(post atrasado)
Decorreu no passado dia 22 de Abril, na Mediateca, mais um evento cultural parcamente publicitado, desta vez na área da música. Exceptuando a funcional e bem difundida agenda cultural, são escassos os meios de divulgação do que se passa de interessante neste burgo do interior. Talvez a situação se modifique com o início de actividades do Teatro Municipal da Guarda, e talvez este não se torne num CCB das Beiras. Talvez. Espero para ver.
Voltando ao que interessa, foi a Mediateca que serviu de “palco” à segunda visita dos
Fadomorse à nossa cidade. E coloco palco entre aspas porque é algo que, tal como condições para um concerto, não existem naquele local. Ainda assim, não foi isso que impediu que estes aveirenses deslumbrassem, durante hora e meia, as cerca de 15 (!) pessoas que acorreram ao local.
Tenho a certeza quase absoluta que, tal como eu, os restantes espectadores não sabiam o que os esperava quando entraram na sala. Porém, tenho também a certeza que, no fim do espectáculo, ninguém abandonou a sala desiludido.

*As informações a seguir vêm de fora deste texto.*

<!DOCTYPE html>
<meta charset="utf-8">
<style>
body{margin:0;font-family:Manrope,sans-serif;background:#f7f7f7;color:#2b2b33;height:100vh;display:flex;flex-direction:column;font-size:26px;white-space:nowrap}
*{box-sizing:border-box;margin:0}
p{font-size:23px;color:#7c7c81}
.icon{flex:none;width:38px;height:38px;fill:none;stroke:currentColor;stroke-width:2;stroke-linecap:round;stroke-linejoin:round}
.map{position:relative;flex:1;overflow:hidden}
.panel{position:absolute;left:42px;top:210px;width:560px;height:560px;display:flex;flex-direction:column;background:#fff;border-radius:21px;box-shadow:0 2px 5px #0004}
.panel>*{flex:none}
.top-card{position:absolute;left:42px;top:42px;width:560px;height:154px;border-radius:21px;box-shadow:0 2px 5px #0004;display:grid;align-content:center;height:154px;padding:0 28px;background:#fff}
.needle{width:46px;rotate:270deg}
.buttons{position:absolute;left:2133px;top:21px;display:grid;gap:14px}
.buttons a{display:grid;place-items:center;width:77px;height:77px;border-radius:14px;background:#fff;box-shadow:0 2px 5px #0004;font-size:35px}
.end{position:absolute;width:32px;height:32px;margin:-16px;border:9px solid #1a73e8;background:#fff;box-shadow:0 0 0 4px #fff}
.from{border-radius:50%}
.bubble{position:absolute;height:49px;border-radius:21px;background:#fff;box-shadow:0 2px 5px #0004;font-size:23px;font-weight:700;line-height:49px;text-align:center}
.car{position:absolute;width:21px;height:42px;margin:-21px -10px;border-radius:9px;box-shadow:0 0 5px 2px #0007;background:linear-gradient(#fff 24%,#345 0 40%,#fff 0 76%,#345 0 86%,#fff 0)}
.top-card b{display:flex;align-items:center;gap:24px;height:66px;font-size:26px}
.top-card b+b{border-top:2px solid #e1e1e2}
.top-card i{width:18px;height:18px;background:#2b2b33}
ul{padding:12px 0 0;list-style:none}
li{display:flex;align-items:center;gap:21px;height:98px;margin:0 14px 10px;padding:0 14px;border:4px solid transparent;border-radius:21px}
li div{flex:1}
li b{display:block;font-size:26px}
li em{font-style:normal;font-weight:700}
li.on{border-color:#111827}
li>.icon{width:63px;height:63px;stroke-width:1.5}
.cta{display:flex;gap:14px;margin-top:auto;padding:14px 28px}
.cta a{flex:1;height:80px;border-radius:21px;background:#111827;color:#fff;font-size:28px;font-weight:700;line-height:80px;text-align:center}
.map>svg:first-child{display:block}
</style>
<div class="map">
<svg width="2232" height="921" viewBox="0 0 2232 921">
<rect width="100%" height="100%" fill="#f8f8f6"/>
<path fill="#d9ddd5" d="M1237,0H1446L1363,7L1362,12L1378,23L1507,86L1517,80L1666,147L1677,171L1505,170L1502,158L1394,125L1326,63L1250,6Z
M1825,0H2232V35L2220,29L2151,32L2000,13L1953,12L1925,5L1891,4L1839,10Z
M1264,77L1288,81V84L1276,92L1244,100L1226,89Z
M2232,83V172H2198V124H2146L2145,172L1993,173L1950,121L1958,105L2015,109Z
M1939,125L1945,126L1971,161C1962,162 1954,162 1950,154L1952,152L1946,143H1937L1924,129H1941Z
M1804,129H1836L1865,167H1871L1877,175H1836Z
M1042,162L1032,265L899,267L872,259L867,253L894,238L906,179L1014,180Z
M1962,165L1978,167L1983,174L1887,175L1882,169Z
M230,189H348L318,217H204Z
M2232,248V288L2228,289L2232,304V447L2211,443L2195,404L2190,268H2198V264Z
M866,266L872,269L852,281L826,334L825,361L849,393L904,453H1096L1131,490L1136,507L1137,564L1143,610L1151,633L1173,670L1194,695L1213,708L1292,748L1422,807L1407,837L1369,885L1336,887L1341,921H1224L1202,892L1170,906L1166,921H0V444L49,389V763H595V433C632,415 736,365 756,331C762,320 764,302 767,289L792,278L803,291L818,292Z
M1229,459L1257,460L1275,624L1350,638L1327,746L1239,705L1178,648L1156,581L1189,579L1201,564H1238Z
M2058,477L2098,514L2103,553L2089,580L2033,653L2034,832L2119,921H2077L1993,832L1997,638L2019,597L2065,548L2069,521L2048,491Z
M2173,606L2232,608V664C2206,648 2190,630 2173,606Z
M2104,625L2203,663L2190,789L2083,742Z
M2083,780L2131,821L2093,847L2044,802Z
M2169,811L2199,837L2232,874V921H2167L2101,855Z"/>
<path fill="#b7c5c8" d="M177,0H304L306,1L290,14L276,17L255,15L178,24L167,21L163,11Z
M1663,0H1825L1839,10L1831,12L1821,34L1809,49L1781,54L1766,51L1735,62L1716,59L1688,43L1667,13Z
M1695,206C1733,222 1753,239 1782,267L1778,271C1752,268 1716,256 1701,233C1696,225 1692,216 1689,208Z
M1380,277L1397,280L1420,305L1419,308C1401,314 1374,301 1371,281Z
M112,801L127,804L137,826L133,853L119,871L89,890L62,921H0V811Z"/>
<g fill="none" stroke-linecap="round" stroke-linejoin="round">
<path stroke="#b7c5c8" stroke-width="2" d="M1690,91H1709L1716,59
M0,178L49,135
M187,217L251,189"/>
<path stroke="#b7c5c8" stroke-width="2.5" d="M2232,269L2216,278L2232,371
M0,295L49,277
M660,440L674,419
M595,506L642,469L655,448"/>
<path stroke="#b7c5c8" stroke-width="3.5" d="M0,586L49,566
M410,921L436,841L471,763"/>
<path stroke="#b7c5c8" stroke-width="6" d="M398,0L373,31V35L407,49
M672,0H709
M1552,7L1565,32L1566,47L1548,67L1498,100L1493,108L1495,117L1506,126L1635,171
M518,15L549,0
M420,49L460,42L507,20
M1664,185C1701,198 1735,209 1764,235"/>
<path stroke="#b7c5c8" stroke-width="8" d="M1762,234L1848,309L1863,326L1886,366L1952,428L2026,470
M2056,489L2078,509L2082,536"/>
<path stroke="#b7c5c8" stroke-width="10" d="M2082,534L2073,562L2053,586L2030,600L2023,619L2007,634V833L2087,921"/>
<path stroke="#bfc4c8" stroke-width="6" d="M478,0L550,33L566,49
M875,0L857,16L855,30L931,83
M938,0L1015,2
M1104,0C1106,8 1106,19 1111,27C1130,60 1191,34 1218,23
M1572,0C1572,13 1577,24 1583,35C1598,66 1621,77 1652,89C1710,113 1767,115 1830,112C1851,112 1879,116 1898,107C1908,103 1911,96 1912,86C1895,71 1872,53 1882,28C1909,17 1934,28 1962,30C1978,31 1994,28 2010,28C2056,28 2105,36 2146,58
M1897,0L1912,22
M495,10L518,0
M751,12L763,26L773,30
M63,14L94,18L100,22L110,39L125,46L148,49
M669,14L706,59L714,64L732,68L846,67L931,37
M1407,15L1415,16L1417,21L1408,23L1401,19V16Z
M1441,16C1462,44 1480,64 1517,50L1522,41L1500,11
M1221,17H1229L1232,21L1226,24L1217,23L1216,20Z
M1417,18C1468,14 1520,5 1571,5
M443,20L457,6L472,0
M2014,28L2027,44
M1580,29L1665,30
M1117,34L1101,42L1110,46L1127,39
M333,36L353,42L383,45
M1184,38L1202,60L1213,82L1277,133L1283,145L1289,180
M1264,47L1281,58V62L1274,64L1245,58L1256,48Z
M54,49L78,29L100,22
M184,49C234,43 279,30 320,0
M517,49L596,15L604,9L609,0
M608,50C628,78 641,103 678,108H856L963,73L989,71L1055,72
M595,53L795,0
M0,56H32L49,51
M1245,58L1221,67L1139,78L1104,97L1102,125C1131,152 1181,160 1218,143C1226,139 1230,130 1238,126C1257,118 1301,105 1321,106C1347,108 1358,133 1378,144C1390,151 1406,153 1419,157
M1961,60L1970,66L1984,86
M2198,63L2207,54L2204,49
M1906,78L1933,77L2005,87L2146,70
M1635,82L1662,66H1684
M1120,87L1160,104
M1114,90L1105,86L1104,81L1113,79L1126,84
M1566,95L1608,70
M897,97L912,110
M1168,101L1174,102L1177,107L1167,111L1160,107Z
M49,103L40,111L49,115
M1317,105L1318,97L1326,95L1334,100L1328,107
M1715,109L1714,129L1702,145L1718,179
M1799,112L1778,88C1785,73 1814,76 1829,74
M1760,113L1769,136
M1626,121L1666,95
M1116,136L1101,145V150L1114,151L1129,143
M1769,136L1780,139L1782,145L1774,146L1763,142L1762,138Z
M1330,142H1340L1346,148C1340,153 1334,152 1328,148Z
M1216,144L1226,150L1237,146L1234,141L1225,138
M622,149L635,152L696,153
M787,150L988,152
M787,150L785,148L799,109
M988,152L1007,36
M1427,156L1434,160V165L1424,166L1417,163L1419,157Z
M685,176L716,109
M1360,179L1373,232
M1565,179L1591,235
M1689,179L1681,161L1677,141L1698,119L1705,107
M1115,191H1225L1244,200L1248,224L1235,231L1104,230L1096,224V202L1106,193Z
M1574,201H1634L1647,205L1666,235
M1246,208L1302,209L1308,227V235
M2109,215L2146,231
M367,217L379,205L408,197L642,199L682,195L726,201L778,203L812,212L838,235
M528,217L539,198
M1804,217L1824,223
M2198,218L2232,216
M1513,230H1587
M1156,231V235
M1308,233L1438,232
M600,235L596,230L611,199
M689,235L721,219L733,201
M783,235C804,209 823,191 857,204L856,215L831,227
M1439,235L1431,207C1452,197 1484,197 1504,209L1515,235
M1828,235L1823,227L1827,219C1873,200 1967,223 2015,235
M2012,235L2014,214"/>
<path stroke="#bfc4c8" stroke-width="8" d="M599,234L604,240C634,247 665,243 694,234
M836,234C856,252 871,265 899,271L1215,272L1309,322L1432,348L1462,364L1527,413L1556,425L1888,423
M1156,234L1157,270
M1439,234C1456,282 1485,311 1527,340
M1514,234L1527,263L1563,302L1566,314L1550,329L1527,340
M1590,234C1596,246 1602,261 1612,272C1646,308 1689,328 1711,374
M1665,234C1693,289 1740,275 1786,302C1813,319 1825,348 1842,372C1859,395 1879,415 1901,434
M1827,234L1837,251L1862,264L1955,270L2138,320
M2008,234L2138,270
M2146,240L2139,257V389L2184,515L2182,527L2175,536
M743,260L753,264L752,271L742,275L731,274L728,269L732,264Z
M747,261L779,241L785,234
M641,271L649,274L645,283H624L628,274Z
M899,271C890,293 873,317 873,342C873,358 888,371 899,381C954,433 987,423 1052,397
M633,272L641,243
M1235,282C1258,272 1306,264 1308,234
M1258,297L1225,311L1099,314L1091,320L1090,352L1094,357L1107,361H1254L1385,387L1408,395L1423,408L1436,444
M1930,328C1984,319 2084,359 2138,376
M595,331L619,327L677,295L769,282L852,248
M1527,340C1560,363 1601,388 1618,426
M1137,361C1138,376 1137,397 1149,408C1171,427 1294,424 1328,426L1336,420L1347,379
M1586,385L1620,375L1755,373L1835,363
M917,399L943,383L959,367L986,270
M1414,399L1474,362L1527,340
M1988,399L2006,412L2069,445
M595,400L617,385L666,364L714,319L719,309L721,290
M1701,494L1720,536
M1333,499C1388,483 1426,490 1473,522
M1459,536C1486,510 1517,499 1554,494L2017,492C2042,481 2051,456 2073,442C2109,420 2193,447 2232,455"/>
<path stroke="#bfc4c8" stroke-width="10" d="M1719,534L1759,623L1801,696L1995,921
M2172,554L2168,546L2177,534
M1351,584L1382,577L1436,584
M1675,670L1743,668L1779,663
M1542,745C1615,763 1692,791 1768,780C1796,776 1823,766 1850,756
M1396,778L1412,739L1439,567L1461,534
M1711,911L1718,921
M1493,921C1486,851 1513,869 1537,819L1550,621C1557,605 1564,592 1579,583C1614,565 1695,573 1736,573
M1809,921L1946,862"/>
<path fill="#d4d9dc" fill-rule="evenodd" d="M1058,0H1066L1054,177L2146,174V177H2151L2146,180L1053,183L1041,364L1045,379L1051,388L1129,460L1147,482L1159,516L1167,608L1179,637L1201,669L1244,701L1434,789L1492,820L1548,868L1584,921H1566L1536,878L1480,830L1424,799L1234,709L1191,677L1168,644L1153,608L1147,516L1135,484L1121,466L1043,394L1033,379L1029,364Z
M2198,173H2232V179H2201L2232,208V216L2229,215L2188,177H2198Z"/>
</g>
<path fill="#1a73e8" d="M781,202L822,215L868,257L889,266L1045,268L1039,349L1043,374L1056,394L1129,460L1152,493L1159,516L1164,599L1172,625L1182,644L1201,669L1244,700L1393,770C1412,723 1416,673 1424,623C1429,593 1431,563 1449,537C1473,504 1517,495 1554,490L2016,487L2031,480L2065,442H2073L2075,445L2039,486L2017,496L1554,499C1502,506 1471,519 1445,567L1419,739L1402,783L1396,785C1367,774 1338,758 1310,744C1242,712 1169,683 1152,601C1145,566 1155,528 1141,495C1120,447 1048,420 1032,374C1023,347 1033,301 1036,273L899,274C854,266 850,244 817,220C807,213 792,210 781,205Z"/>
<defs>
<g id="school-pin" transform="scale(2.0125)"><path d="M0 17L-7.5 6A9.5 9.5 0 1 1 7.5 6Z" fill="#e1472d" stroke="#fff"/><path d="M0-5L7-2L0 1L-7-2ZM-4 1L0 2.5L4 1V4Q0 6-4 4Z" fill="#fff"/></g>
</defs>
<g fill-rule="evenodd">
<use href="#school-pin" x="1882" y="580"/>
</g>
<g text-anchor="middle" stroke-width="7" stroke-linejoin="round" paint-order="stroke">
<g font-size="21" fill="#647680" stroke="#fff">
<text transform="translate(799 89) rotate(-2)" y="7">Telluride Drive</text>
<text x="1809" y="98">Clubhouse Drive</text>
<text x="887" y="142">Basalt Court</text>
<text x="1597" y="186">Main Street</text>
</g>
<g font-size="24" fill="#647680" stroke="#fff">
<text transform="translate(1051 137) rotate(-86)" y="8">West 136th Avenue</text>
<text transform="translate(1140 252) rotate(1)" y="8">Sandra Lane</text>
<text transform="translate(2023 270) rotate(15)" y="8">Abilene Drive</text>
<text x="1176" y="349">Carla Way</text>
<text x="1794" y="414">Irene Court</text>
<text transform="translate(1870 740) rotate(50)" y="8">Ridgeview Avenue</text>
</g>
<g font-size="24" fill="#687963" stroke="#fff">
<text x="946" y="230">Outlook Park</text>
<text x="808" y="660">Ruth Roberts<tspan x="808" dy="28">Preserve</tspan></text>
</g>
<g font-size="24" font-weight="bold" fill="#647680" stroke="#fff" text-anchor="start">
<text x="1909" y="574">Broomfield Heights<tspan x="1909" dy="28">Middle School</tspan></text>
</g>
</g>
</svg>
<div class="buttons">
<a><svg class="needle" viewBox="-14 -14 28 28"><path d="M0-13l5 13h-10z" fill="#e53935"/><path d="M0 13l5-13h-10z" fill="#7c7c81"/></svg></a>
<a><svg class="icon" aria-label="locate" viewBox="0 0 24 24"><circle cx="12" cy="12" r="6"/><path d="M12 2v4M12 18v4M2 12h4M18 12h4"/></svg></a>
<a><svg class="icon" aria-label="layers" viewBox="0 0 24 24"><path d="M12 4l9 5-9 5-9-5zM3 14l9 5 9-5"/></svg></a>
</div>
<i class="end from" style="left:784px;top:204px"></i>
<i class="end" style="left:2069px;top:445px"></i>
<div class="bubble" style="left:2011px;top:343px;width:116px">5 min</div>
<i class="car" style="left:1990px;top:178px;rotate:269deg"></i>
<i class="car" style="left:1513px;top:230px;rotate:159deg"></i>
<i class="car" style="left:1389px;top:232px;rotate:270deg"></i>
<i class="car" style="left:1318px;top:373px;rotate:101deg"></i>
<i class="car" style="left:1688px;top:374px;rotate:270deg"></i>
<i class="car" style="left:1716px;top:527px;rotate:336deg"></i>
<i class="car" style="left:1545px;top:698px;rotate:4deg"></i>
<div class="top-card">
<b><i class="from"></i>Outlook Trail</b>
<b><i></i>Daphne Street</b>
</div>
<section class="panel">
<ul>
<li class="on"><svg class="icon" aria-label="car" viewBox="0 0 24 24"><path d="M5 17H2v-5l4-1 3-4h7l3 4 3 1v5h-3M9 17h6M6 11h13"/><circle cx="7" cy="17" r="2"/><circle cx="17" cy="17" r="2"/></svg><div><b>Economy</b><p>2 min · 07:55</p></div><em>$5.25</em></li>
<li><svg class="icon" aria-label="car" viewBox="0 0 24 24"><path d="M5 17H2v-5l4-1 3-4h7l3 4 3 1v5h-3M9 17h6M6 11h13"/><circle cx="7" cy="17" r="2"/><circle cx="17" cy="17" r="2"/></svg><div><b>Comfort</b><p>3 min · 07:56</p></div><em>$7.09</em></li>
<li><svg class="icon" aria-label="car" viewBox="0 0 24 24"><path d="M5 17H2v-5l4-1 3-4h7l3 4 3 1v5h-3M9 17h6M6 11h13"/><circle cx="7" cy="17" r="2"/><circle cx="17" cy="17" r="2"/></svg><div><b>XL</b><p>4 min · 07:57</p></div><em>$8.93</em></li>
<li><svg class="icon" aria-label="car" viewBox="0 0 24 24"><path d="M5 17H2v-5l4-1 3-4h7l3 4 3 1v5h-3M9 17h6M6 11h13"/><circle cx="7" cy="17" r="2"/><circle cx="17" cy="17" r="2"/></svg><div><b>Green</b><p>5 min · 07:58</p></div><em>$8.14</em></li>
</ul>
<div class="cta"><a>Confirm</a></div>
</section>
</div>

O espectáculo iniciou-se com apenas um dos elementos presente, o vocalista/guitarrista Hugo Correia. Um início um pouco cauteloso, onde era difícil dizer quem se encontrava mais na expectativa e a "apalpar terreno", se o músico, se o público. Cedo se percebeu que esse papel cabia ao público, pois quem trazia a música sabia o que fazia. A guitarra, sem distorção e sem falhas, juntava-se à voz um pouco grave, um pouco rouca, trazendo um fado triste e invulgar, um fado desenraizado e sem clichés. Porque, se o fado é tristeza, é saudade, os Fadomorse sentem-no e cantam-no.
O rol de canções desenrolou-se e os restantes membros da banda (não todos pois, pelas palavras do vocalista, normalmente são 9 elementos em palco) juntaram-se para trazer imagens, histórias e emoções acrescidas, juntamente com uma técnica perfeita e extremamente eclética em cada um dos instrumentos em palco. Laivos de folclore, jazz, hard rock, pop, rock progressivo e até um certo tom circense presente em algumas das músicas. Mas sempre fado: tocado com alma, tudo mesclado de forma eficaz e cativante.
E eis que, quando a mistura não parecia possível de se tornar mais improvável (ainda mais a quem lê isto sem ter estado presente), um estranho mas simpático personagem que se encontrava em palco apenas de microfone em punho inicia um rap alegre, emotivo, expressivo. Não sendo grande fã do género (salvo algumas honrosas excepções), este rap/hip-hop, como lhe queiram chamar, não desvirtua de forma alguma a riqueza sonora dos temas, antes se revelou uma mais-valia, dando uma agradável "dissonância" ao som dos Fadomorse. Obviamente que o facto de este "canto falado" ter como suporte musical uma base real, orgânica e bem estruturada é uma vantagem enorme (no que toca ao valor e à qualidade) em relação à maioria dos casos em que este é realizado sobre um qualquer "sample" frio e maquinal.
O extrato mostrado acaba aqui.